声を聞きつけてゆっくりと中央階段を降りて来たエリザベス王妃は、娘の破天荒さに不安を抱きながら、凛々しくなった表情を見て毅然と接せずにはいられなかった。



「はい! 大好きな国の皆さんに毎日挨拶するのが、私の日々の楽しみなのです!」


 そう張り切って言い終えると、オリビアは母の言葉を聴き終える前に城の外へ出ていた。


「ティータイムには戻って…

まったく…あの子は人の話もまともに聞けないのですか」


 そうきつい言葉を放ちながらも、表情は暖かく我が子への愛に溢れていた。



 12歳になったオリビアは、近衛団員の護衛付きではあるが、街を自由に見て回れるようになったのだ。

それが嬉しくて堪らないオリビアは、毎日欠かさず、街の至る所へ赴き、国民へ挨拶して回るのであった。



ーーー

ーーーーー…



「マリー、おはよう! 今日もパンのいい香りがしてるわね」


「オリビア様! 今日もお元気そうで何よりです。

朝焼いたパンでもどうぞ〜」


「ありがとう! いつも美味しくて癒されるわ〜」


 オリビアはパン屋のマリーにそう笑いかけると、手のひらをひらつかせ、周りの皆にも挨拶すると、町外れの寂れた街へと赴いた。



 オリビアのもう一つの日課の為だ。

毎日寂れた街へと赴いては、その民の声を聞き、12歳にして日々町の改善へと取り組んでいる。

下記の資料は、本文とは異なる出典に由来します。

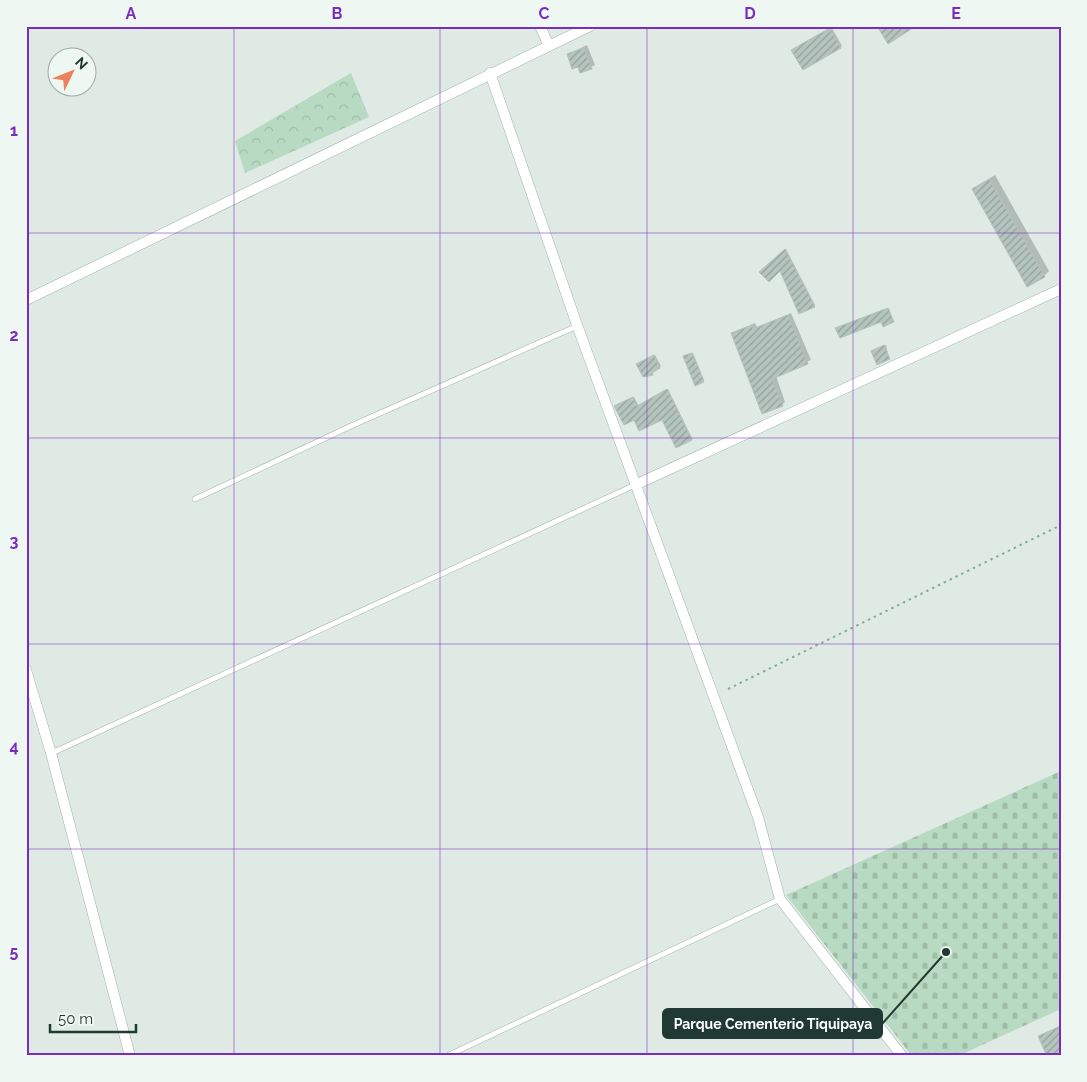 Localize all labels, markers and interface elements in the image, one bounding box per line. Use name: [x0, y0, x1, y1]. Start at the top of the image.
text: A: [126, 4, 137, 23]
text: B: [332, 4, 343, 23]
text: C: [539, 4, 550, 23]
text: D: [744, 4, 756, 23]
text: E: [951, 4, 961, 23]
north arrow: [48, 48, 98, 98]
text: N: [72, 54, 91, 72]
text: 1: [10, 121, 18, 140]
text: 2: [9, 326, 19, 345]
text: 3: [10, 532, 19, 551]
text: 4: [9, 737, 19, 756]
text: 5: [10, 942, 19, 961]
scale bar: [50, 1002, 136, 1034]
callout: Parque Cementerio Tiquipaya: [663, 1009, 882, 1038]
text: 50 m: [58, 1010, 93, 1028]
text: Parque Cementerio Tiquipaya: [674, 1016, 872, 1032]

「やはり、改善点は多くありますが…まずは綺麗な水を皆に供給する事ですね。


ここにも水道を引きましょう」


「しかし、姫様、先日、先々日等続く町外れへの大幅な工事で、予算は使い果たしてしまいました」


「何を申すのですか! 予算など、王族の贅沢費を削りなさい!

服や宝石は山ほどあります。新しいものなどいりません。

必要であれば売ってしまいなさい!」



「な、何を!」


「父には私から話をつけます。

了承を得てからでは時間がもったいない!

早急に動きなさい!

すべき事は山ほどありますよ!」


 天真爛漫で、落ち着きのない幼い頃の面影はもう無く、凛々しく真剣な面持ちの彼女には、共に着いてきた宰相も反論など出来る訳がない。


「かしこまりました。直ちに手配致します」



ーーーーー

ーーー…



 そうして、オリビアは五年という歳月を掛けて、国を隅々まで豊かで綺麗な街並みへと変えたのだ。


五年間、彼女は新しい服も買わず、成長する体に合わせて、すでにある服をリメイクしたり、必要以上に体が大きくならないよう食事もろくに口にしなかった。

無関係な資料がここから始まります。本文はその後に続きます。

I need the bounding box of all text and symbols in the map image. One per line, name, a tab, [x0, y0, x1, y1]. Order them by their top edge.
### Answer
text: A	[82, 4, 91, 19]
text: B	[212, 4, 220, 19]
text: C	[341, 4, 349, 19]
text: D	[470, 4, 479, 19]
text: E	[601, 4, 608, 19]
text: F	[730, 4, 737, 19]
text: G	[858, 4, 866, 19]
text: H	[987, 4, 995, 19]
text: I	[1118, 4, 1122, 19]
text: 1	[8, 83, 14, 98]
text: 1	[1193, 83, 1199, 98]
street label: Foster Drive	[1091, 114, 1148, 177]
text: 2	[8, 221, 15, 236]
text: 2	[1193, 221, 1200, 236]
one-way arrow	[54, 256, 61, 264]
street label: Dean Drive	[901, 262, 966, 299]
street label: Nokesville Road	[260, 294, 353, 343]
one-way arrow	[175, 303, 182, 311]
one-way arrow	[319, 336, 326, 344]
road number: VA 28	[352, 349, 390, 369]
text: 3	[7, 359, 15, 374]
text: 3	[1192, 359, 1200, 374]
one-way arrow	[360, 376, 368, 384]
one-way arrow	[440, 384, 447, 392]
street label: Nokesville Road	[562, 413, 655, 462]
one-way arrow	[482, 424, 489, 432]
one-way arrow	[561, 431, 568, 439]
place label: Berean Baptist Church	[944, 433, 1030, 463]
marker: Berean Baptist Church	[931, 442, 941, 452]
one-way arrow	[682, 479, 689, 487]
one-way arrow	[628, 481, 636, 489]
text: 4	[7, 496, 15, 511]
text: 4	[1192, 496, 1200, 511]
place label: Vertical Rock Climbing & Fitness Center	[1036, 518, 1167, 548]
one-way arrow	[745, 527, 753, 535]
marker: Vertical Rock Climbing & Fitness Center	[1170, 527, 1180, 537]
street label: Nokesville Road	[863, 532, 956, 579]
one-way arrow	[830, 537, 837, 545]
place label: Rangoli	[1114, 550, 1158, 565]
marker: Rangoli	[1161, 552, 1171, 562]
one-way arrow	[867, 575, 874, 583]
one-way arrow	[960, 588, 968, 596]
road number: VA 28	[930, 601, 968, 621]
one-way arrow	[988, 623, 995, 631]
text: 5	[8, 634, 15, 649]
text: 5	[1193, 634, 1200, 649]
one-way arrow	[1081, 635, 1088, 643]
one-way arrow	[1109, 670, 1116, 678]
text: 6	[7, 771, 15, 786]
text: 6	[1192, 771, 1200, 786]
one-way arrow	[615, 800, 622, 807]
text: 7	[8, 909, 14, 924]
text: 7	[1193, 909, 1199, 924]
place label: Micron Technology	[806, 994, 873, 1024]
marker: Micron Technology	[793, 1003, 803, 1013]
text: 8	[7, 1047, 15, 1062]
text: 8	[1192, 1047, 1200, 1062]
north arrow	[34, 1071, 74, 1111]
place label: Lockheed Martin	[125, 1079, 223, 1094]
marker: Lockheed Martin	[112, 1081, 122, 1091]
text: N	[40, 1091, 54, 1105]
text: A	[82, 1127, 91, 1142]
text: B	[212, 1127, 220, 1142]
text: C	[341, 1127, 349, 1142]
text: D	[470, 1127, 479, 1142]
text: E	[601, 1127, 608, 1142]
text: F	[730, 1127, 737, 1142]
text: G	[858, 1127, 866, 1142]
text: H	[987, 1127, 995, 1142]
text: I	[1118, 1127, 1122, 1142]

 輸入は必要最低限へ落とし、王族の食材や布なども国の中で育て、売るものを買い、他の国が欲しがる物を考え、畜産物を作り、輸出を盛んにとり行った。



 国の税金を上げる代わりに、病院費を税金で賄い、人々が豊かに生活出来るよう尽くしたのだ。



 そんなオリビアに国民全てが協力するのには時間はかからなかった。

オリビアが13歳の時、痩せこけたオリビアが毎日挨拶するのを見て、国民は食事を分け与えたが、断られ、なす術のない国民はせめて改善事業のお手伝いをと、休みの日に工事や畑仕事を手伝った。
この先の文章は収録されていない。